Michael Bloomberg has forsaken the GOP. That’s good news for anyone that likes Michael Bloomberg and has a vested interest in good government. Bloomberg is one of those rare birds that come along all too infrequently that have no personal agenda except leaving the world a little better than when he found it. He a guy that has conquered the private sector, achieving all of his goals (or so it would seem) and now wants to “give back” to the world that has given him so much.
I’m not saying that I approve of everything he stands for; I don’t know that much about him. All I know about him is that he has managed to run New York City well and that many in New York, a Democratic stronghold, love him. I know he only takes a dollar a year for his salary, and works hard for the people of New York City. The fact that he brought a giant kiss-off to the party of Lincoln, the party that gave us George W. Bush and Dick Cheney, warms my heart. The fact that he did not run to the pretenders for political backing, tells me that he realizes what many of us already know, that the Democrats are no catch either. It would be the greatest thing that ever happened if political parties in the nation just suffered a quick and brutal death at the hands of those that realize that party politics leads to bad governance.
I would like to see Michael Bloomberg run for President and win. It would send a message that should have been heard when Ross Perot almost took out the Republican Party. When is the American public going to learn that power breeds corruption? Could you see elections without party politics based on the Clean Elections initiative that is slowly making its way into the political jargon of some states? Wouldn’t it be wonderful to vote for a person instead of a party? Could you imagine if political parties were a thing of the past? How very different our lives would be when the Congress could vote for a bill and not for the party that sponsored it. How very different if people could vote for a real person with their own values instead of a platform of ideas put up by a group of people with shared agendas.

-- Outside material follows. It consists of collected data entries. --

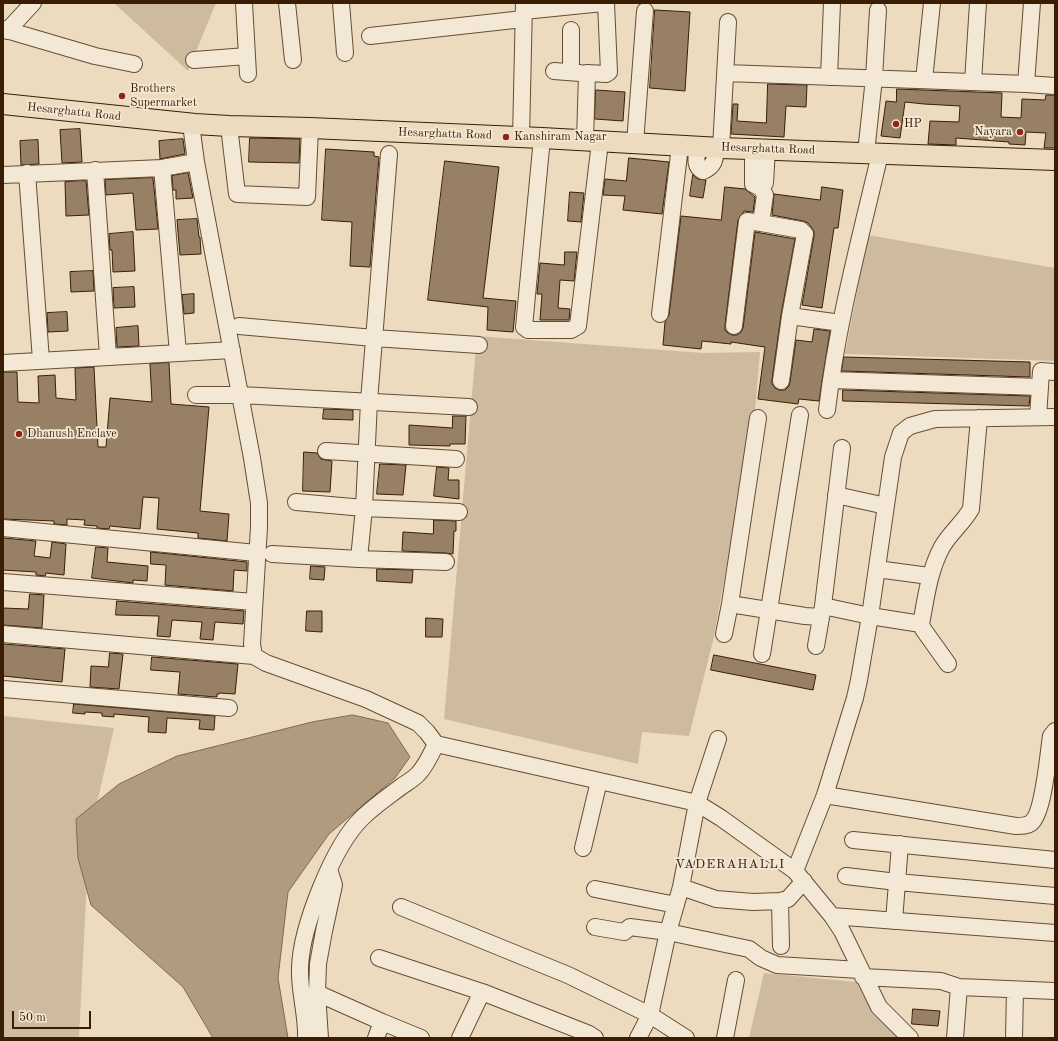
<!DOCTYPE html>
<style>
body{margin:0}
#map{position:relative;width:1058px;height:1041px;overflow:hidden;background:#eddbbf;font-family:"Old Standard TT",serif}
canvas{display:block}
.frame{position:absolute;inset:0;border:4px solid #391e03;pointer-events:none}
.scale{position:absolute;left:12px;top:1011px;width:79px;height:18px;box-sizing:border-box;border:2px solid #391e03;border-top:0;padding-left:5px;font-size:12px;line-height:14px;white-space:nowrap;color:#391e03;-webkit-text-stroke:3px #f3e8d5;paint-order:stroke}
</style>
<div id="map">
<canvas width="1058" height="1041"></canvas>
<div class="frame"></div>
<div class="scale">50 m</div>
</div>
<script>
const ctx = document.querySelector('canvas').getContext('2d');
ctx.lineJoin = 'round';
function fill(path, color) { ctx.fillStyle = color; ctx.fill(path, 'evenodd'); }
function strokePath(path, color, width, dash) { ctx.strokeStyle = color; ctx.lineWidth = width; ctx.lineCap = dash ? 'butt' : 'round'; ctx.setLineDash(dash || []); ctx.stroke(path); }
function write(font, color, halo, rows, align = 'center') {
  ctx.font = font + ' "Old Standard TT",serif'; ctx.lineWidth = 3.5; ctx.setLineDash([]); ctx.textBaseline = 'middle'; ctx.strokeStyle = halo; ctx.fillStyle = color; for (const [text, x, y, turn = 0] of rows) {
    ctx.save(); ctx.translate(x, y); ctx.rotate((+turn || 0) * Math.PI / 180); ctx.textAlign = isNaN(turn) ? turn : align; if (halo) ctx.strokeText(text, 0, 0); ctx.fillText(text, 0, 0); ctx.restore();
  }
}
fill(new Path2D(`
 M114 3H216L188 71Z
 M868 235 1055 268V361L845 354Z
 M477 336 703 353 760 352 755 411 713 641 689 736 642 732 638 764 444 719Z
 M3 716 114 728 89 839 79 1038H3Z
 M764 973 856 982 875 1016 902 1038H749Z`), '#cebb9f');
const water = new Path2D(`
 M353 715 388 723 410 757 395 778 329 834 288 892 278 978 288 1038H213L183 987 91 905 78 858 76 819 119 784 177 756 312 722Z`);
fill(water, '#b09b7f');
strokePath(water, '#80694d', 1);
const building = new Path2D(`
 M655 10 690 12 685 91 650 88Z
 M768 84 807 85 806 107 786 106 784 137 731 134 733 104H738L737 121 766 123Z
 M897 89 1002 93 1001 117 1021 118 1022 99 1045 100 1046 95H1055V148H1044L1046 133 1026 132 1025 145 1009 144V142L956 138V145L928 144 930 121 959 122 960 106 924 104 905 102 900 138 881 136 886 101 896 102Z
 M596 90 625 92 623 121 595 119Z
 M80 129 82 162 62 163 60 130Z
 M250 138 300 139 299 163 249 162Z
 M183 139 185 154 160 159 159 141Z
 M38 140 39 164 21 165 20 141Z
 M326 149 374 152V156L379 157 370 267 350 266 352 222 322 220Z
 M629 158 669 162 662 214 623 210 625 196 603 195 605 179 626 181Z
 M445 161 499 167 483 298 516 301 513 332 487 330 488 307 428 300Z
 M188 173 193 198 176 199V190H173L172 176Z
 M693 175 698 179 706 180 703 198 690 196Z
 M153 178 158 229 136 230 133 193 106 195 105 180Z
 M86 181 89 215 66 216 65 182Z
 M725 187 745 189 755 197 753 212 744 211 738 220 725 325V330L728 333 732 335H737L741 332 743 328 755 232 795 239 781 315 772 380V384L775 388 779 390H785L789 386 790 382 796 340 812 342 814 329 830 331 819 401 799 399 798 404 758 399 765 347 731 342V344L702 341 701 349 663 345 665 322 669 315 681 216 721 220Z
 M822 187 843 190 838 228H834L822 308 802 305 814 236V231L808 223 803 221 772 215 774 194 820 200Z
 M570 192 584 193 581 222 568 221Z
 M197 219 199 237H200L201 254 180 255 177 220Z
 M133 232 135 271 113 272 112 250H110L109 234Z
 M565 252H577L574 281 560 280 558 308 570 309 569 320H540L542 294H537L540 263 564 265Z
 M93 271 94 291 71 292 70 272Z
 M134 287 135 307 114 308 113 288Z
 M194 294V313L184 314 182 295Z
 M67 312 68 331 48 332 47 313Z
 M138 326 139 346 117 347 116 328Z
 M844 357 1030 362V377L842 371Z
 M169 363 171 404 209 407 200 511 229 514 227 541 198 538V533L157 529 159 498 143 497 140 529 110 526 109 529 97 528V526L84 525 85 520 67 519V525L54 524V521L3 519V372H17L18 402 39 403 38 376 55 375 56 398 76 400 75 368 94 367 98 447H106L110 398 152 402 150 364Z
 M843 390 1030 396 1029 406 843 401Z
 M324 409 353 410V420L323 419Z
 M453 416H466L465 444H450V446L409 445V425L452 428Z
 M304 452 317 453 321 459 332 461 330 492 303 491Z
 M380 464 406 465 403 495 377 494Z
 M437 467 449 468 448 480H459V499L434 496Z
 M434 520 456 521V531H454L453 554 446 553 402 551 403 532 433 534Z
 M3 538 36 541 34 556 50 558 52 542 66 544 64 575 46 573 45 576 36 575V572L3 570Z
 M96 547 108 548 107 562 148 566 147 581 133 580V583L92 578Z
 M151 552 247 562V571L234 570 233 591 165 585 166 565 151 564Z
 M311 566 325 567 324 580 310 579Z
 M377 569 413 570 412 583 377 581Z
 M30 594 44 595 42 628 3 625V608L28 609Z
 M117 601 244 611 243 624 215 622 213 640 200 639 202 622 172 620 170 637 157 636 159 616 116 615Z
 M307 611H322V632L306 631Z
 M426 618 443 619 442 637H426Z
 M3 644 65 649 62 682 3 676Z
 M110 653 123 654 119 689 90 687 91 666 108 667Z
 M714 655 816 675 813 690 711 670Z
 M152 657 238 664 235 694 219 693V694H217V697L178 694 180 672 151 670Z
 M74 704 215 716 214 730 199 729 200 720 167 718 166 733 148 732 149 717 114 714V717L102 716V713L85 712V714L73 713Z
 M913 1009 940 1011 938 1026 912 1024Z`);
fill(building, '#978065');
strokePath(building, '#391e03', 1);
const minor = new Path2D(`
 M244 3 248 74
 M287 3 293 60
 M341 3 345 53
 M524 11 603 3
 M3 29 95 56 134 64
 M7 31 33 3
 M370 36 523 19
 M194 60 247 56
 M554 71 580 73
 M571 72V30
 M726 73 1026 84 1055 86
 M829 77 832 3
 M924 80 932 3
 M973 82 978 3
 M1026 84 1032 3
 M191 124 196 162 252 458 259 503V527L252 644 254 656 266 663 366 699 418 723 427 732 436 744C431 754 427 764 419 773 415 778 408 782 402 786 389 796 374 806 362 818 333 846 301 928 300 968 299 992 307 1015 306 1038
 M229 126 237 194 307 197 310 128
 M521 138 524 3
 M542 138 524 327 528 330H571L578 326 600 142
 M585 141 587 73 606 74 609 72 606 3
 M635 143 645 11
 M698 147C697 156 693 166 703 171 715 166 715 159 716 148
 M721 148 728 22
 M753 149V184L761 188 765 195 761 223 801 230 805 234 790 316
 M866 153 874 78 878 10
 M162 168 196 162
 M95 170 108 356
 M27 173 41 360
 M3 175 162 168 178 353
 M761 188 765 183 767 149
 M660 314 680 146
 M239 326 374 338 479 345
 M734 326 747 221 761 223
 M3 363 232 350
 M831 380 1040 387 1038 417
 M781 381 790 316 841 323
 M1040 387 1041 371 1055 372
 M196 395H240L469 407
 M827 410C837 324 860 239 880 154
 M326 451 456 459
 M836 495 886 506
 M296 502 364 508 459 512
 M3 528 256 553
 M272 554 359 559 446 562
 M359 559 364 508 369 401 389 154
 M877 569 929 576
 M3 582 254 602
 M730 604 758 418
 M823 606 870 616 921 624
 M3 634 254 656
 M724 634 730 604 805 616 821 617
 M816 646 823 606 842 448
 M762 654 800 415
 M948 664 923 629 921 624C926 598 929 571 942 547 950 533 963 523 971 509L979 418
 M3 689 229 708
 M436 744 697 803 721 818 795 871 832 916 842 931 879 1007 910 1038
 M825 795 1016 826C1022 826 1027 826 1031 823 1044 813 1048 754 1051 736L1055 731
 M853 840 1055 860
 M583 848 599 781
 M795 871 825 795 855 698 859 680 870 616 893 457 901 433 910 426 935 419 1055 417
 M846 876 897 882 1055 896
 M681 887 716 899 753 902 780 901 788 899 804 881
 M595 889 676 905
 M780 901 781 946
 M401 907 568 975 650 1015 686 1038
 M832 916 1055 933
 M894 921 900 844
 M595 927 624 932 630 927 668 932 749 949 761 958 777 965 860 970
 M379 958 482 992 589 1034 595 1038
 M863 977 941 981 959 987 1055 991
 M317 993 318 964 324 931 334 885 329 869
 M320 1038 317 993 382 1022 421 1038
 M376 1038 382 1022
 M460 1038 482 992
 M638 1038 650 1015 668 932 681 887 697 803 718 739
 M725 1038 736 980
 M955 1038 959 987
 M1014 1038 1015 990`);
const major = new Path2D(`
 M3 104 195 124 229 126 310 128 542 138 721 148 1055 160`);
strokePath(minor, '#664d32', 18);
strokePath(major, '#391e03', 22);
strokePath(minor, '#f3e8d5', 16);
strokePath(major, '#eddbbf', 20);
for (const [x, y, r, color] of [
 [122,96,4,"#8f2418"],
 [896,124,4,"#8f2418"],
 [1020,132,4,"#8f2418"],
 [506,137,4,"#8f2418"],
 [19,434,4,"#8f2418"]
]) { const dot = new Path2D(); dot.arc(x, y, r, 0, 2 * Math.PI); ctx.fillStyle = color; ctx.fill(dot); strokePath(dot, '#f3e8d5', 1.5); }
write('12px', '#391e03', '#f3e8d5', [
 ["Brothers",130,89],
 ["Supermarket",130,103],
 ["HP",904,124],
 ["Nayara",1012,132,"right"],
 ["Kanshiram Nagar",514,137],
 ["Dhanush Enclave",27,434]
], 'left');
write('12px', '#391e03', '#f3e8d5', [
 ["Hesarghatta Road",74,112,6],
 ["Hesarghatta Road",445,134,2],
 ["Hesarghatta Road",768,149,2]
]);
ctx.letterSpacing = '1px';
write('13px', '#391e03', '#f3e8d5', [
 ["VADERAHALLI",730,865]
]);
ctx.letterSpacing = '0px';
</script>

This idea of having no political parties scares some people that have been attached to one political party or another. While it is true that I was once a Democrat, I am no more. Will I ever vote for a Democrat? Maybe, but I could vote for an Independent or a liberal Republican or a Green or even a Socialist. It all depends on where they stand on issues. I will say one thing through, and I wish that all Progressives and Liberals, in fact everyone one would do the same; I will NEVER send money to another political party for the rest of the time that I am here on Earth. Political parties achieve nothing in our world of today.

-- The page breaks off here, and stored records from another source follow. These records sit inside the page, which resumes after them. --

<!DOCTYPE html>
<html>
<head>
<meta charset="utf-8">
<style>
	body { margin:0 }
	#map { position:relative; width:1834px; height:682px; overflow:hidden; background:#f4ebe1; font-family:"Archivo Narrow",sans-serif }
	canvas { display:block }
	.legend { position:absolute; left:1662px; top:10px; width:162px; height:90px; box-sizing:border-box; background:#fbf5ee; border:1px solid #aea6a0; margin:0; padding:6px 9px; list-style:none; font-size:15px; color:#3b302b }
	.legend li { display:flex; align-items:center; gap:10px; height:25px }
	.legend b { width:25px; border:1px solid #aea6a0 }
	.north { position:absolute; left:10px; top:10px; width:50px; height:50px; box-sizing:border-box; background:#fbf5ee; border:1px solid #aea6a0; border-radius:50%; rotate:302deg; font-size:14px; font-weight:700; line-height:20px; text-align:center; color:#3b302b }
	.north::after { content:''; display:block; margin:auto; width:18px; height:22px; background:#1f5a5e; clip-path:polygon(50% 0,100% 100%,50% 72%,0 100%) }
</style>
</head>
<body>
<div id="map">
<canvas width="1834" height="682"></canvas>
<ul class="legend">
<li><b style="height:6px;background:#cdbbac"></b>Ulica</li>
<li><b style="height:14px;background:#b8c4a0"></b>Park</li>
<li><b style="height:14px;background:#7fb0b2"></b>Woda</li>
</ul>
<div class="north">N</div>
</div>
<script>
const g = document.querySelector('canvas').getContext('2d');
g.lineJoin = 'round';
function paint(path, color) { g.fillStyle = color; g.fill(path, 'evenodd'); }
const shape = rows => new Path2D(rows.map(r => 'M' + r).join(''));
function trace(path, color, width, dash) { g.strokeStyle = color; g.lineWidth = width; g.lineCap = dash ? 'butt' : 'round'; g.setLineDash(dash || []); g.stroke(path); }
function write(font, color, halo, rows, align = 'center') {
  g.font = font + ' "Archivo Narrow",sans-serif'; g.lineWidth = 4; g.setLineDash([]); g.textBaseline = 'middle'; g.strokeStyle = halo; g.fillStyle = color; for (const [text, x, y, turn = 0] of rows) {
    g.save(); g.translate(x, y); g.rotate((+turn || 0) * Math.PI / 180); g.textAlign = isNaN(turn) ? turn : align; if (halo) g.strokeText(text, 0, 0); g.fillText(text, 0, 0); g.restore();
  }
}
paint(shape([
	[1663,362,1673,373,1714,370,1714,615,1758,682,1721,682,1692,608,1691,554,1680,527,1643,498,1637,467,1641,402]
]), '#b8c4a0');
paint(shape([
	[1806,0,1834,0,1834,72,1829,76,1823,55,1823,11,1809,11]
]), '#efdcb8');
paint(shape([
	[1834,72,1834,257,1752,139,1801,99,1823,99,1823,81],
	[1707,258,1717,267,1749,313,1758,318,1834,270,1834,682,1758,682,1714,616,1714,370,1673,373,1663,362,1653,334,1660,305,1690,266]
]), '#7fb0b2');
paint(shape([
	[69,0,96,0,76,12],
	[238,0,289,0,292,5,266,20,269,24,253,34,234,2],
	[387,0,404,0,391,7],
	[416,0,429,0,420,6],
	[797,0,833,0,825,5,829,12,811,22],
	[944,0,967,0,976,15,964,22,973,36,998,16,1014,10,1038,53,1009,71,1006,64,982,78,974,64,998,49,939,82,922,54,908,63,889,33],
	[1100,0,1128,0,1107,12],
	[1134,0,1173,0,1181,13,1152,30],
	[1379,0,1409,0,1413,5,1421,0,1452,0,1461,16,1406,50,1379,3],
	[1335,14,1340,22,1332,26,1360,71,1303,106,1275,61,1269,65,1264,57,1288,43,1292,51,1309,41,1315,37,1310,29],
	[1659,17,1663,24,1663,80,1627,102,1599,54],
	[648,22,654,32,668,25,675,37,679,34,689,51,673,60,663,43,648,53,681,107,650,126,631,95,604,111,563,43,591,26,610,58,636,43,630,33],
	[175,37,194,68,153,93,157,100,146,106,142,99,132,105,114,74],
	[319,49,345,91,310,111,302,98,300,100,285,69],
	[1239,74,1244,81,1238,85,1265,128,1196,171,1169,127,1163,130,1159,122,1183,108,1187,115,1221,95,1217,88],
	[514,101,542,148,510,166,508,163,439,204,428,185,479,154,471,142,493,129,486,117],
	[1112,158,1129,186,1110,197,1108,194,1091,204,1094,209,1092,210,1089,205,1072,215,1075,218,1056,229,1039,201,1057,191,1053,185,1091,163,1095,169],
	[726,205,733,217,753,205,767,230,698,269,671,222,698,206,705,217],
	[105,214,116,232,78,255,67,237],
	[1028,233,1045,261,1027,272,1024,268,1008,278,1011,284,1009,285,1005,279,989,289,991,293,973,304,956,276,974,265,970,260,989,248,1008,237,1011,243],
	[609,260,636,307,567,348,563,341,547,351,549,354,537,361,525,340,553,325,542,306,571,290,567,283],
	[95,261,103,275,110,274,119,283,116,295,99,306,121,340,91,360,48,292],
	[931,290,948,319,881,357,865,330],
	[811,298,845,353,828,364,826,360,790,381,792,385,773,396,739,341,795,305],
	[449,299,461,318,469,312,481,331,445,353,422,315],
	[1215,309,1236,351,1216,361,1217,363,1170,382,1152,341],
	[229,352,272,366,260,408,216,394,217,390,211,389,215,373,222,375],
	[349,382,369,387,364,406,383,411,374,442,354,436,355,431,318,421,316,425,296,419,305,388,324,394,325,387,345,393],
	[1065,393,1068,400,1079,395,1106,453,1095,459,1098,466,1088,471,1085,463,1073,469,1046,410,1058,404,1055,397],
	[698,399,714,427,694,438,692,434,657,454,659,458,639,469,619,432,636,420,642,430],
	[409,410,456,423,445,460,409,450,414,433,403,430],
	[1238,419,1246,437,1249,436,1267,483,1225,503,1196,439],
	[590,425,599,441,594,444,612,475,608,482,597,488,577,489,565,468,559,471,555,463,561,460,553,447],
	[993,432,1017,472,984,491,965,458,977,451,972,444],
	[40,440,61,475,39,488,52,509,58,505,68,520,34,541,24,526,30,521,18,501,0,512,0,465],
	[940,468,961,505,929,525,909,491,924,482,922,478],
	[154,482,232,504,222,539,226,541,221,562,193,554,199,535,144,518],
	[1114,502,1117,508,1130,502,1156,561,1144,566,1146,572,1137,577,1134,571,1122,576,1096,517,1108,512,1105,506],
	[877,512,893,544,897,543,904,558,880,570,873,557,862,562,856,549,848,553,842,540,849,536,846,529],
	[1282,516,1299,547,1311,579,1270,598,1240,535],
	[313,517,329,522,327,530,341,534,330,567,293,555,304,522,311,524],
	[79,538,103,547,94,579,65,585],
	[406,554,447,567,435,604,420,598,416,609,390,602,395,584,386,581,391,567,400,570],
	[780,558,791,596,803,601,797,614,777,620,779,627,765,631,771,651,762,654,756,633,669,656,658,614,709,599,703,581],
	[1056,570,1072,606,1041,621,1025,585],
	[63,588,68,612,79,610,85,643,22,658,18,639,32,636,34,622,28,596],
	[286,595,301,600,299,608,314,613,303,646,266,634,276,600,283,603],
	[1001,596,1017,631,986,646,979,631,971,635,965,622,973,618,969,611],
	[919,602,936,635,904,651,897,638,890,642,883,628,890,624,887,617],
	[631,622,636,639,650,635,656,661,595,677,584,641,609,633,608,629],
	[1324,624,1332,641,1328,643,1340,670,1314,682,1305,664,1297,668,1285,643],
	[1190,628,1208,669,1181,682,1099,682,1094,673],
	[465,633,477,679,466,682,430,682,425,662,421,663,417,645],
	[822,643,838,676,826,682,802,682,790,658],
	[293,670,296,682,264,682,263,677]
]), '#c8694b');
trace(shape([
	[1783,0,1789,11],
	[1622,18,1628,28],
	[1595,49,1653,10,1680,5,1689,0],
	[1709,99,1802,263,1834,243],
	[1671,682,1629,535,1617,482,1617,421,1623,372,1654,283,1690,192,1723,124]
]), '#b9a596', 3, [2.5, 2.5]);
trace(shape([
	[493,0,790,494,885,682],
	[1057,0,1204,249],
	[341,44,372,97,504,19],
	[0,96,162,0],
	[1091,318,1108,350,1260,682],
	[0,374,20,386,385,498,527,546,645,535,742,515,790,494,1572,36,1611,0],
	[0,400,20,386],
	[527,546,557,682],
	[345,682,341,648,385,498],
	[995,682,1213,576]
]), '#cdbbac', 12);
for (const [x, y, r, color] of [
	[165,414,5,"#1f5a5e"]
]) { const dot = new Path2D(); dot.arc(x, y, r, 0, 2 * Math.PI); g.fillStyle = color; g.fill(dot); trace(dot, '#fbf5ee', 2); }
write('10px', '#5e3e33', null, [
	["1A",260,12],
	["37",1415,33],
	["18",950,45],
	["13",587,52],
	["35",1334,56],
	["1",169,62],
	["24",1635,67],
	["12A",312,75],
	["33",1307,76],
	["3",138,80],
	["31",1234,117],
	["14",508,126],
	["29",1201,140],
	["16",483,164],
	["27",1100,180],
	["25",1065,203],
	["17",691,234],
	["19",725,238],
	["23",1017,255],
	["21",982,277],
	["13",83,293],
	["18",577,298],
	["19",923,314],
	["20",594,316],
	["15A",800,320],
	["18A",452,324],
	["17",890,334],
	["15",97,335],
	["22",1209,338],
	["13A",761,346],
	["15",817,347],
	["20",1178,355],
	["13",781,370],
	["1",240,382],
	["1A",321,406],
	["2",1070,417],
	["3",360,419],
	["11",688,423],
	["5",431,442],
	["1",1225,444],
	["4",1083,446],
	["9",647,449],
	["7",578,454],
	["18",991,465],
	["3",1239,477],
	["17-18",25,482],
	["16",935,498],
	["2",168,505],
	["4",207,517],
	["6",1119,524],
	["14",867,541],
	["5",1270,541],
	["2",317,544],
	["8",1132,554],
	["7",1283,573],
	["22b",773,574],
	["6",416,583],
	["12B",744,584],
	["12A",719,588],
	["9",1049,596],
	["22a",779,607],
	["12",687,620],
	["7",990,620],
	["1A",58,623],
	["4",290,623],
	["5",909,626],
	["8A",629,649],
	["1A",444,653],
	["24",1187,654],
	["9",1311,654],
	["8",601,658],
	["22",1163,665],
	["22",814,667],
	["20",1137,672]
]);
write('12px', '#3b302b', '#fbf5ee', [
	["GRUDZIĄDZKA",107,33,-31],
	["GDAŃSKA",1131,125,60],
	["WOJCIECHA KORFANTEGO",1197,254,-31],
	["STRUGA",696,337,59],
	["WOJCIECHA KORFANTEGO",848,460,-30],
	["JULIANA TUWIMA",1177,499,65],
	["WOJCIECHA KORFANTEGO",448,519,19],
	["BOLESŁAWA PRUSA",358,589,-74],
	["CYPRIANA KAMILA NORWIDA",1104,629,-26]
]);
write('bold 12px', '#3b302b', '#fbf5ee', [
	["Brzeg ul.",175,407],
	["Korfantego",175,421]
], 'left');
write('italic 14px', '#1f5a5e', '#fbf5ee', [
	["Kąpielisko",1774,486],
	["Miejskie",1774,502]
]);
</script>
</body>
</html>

In the world we live in, through the internet and all of the mass communication venues we have, ANYONE could launch their own campaign and let people know where they stand on any subject. It doesn’t take a party affiliation to run a campaign. Back before they had the internet, newspaper and television campaigns took an extraordinary amount of money. No you can go to Mike Gravel’s website for example and learn everything you want to know. No longer to we need to rely on vast financing from a group of corporate controlled people. I didn’t bring this development on them; the technology of today has brought it to this point. The bottom line is that we don’t NEED political parties. People are bright enough to decide for themselves on who supports what they believe in. The two party system will eventually die. I just hope that it does during my lifetime. They have done enough damage in the last decade. All of the money that has been spent on political parties investigating each other (courtesy of the federal budget) and the gridlocks on legislation; witness the Immigration Bills, National Health care and the minimum wage, not to mention this debacle in Iraq. Maybe Mike Bloomberg is just the first of many; maybe someday we won’t have this artificial divide splitting people into one group or another. Maybe we are witnessing the end of the political party as we know it, one can only hope.